Le Guin uses story in a variety of speculative forms to comment on her society. In her fantasy, she doesn't question the basic mode of narrative itself: she writes popular stories which satisfy a basic arc of narrative desire, which draw on archetypes and refashion them for a contemporary world. I have tried to do the same in The Gift and The Riddle: it was very restful to accept a convention and work within it, rather than to question the very basis of the form I was working with. And illuminating as well. Using recognisable tropes rather than going for novelty allows considerable scope for subversion: and I am always pleased when I am told that The Gift is a subversive book. It is deliberately so: though it may be that it is too subversive for its own good, since one of the criticisms that has been made of it is its very lack of "originality".

However, what interests me also is a kind of prose or poetry which also shatters these narrative conventions. I explored a little of that in Navigatio, a short and very formal novel which I conceived partly as a response to demands for "authenticity" in work: what if I worked backwards and provided all the claims for "authenticity" myself and then took that "authenticity" into realms which were clearly not "real"? One response, a slightly disturbing one, was the erasure of all its fantastic elements: I have had several comments on the "historical" aspects of the novel, although quite clearly modern histories do not include angels and Poe-like maelstroms. History as fantasy, fantasy as history: they are not so different. So what exists in between? Is there a gap where an actuality might in fact site itself?

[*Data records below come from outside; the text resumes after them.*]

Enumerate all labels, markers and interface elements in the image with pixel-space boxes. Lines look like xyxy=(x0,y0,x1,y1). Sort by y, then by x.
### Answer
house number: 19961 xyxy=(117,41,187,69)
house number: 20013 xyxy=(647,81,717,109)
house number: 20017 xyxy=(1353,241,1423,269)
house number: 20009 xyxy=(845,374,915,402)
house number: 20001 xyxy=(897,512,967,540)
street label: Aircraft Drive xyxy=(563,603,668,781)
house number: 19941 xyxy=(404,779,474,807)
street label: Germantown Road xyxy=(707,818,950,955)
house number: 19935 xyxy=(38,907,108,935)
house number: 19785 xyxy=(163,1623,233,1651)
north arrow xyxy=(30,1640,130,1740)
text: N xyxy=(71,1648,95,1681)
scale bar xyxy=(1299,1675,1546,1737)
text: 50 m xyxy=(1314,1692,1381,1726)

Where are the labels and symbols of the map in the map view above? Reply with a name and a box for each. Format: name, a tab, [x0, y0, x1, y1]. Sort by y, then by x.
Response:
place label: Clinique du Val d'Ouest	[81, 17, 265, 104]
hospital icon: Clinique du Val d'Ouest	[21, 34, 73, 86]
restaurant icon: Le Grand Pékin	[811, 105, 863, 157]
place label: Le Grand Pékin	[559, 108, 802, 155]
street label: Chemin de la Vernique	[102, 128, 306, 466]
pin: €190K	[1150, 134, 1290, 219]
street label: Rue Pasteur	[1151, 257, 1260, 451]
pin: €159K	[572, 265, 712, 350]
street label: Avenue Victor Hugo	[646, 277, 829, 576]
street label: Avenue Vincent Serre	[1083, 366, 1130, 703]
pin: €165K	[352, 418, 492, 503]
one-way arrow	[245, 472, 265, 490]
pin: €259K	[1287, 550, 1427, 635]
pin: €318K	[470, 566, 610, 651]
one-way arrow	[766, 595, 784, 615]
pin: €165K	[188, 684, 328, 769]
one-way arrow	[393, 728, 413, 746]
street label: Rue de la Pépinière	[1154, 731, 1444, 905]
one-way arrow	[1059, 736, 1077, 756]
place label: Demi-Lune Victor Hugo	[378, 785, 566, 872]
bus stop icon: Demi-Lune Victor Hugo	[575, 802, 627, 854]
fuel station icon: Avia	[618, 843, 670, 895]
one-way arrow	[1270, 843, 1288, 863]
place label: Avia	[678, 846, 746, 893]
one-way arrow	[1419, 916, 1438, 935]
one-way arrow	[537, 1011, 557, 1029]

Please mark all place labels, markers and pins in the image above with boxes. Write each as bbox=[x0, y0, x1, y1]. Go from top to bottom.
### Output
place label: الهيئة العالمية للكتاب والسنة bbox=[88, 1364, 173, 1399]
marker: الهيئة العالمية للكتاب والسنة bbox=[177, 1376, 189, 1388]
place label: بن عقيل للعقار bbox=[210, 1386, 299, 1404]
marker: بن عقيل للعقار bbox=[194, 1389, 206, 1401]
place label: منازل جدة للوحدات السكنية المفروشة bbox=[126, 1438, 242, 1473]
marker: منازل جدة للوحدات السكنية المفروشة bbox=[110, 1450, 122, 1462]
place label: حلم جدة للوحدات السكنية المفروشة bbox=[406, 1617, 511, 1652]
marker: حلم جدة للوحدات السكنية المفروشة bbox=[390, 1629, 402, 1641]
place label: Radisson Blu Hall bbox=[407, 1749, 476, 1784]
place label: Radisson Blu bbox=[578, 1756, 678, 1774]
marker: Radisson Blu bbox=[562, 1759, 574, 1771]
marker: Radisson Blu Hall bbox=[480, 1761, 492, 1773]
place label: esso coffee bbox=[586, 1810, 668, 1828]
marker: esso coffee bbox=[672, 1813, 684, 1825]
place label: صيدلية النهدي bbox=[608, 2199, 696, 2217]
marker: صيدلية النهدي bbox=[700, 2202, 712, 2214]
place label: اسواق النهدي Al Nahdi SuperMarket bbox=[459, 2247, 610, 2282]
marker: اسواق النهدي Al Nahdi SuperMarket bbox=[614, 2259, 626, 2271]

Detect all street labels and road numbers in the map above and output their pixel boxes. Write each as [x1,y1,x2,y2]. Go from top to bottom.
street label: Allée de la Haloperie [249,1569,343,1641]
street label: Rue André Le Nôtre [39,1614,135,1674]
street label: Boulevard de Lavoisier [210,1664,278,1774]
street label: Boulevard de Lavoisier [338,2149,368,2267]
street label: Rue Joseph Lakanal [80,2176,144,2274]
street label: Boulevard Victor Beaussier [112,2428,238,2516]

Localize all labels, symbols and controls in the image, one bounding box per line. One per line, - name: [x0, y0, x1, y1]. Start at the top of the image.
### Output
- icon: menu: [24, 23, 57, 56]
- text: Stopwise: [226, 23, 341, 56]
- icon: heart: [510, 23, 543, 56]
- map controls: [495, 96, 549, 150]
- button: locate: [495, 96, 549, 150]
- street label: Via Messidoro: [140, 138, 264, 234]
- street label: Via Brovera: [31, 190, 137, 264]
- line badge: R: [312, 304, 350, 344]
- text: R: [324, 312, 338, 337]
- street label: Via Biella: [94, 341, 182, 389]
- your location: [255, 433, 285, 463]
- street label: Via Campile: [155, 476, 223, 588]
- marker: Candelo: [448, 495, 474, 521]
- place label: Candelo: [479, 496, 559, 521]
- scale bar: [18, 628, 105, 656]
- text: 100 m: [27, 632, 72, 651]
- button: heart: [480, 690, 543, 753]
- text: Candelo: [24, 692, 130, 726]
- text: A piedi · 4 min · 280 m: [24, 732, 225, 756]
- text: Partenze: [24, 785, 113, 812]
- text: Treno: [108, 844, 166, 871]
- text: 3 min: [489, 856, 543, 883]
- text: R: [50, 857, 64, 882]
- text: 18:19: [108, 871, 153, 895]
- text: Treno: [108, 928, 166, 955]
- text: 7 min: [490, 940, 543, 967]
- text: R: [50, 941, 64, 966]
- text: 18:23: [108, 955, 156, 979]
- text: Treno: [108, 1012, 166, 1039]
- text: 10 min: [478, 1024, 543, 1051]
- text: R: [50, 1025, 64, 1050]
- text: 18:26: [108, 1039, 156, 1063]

The book which is preoccupying me at the moment, and which I will write one day when I have the space (maybe next year) is one which is sceptical about these narrative conventions, these histories of the real (one of its preoccupations is the retrieving of the "real" from its etymology of economy (the Spanish coin real and the Royal). It will not pretend to be "real" or "authentic", and so perhaps might have some chance of entering a proper authenticity. I have no doubt G.W. Sebald is way ahead of me in his conflation of history, literature, autobiography and dream: I am not sure my baroque imagination can manage such astringency. Ron Halpern's essay Notes Toward (Es)saying "I", Narratively, in which he proposes a narrative which essays the faults of narrativity, an erotics of narrative between a "you" and an uncertain "I", rehearses many of the ideas which are twitching around in my head. Well, there's nothing more fun than thinking about the book one is going to write.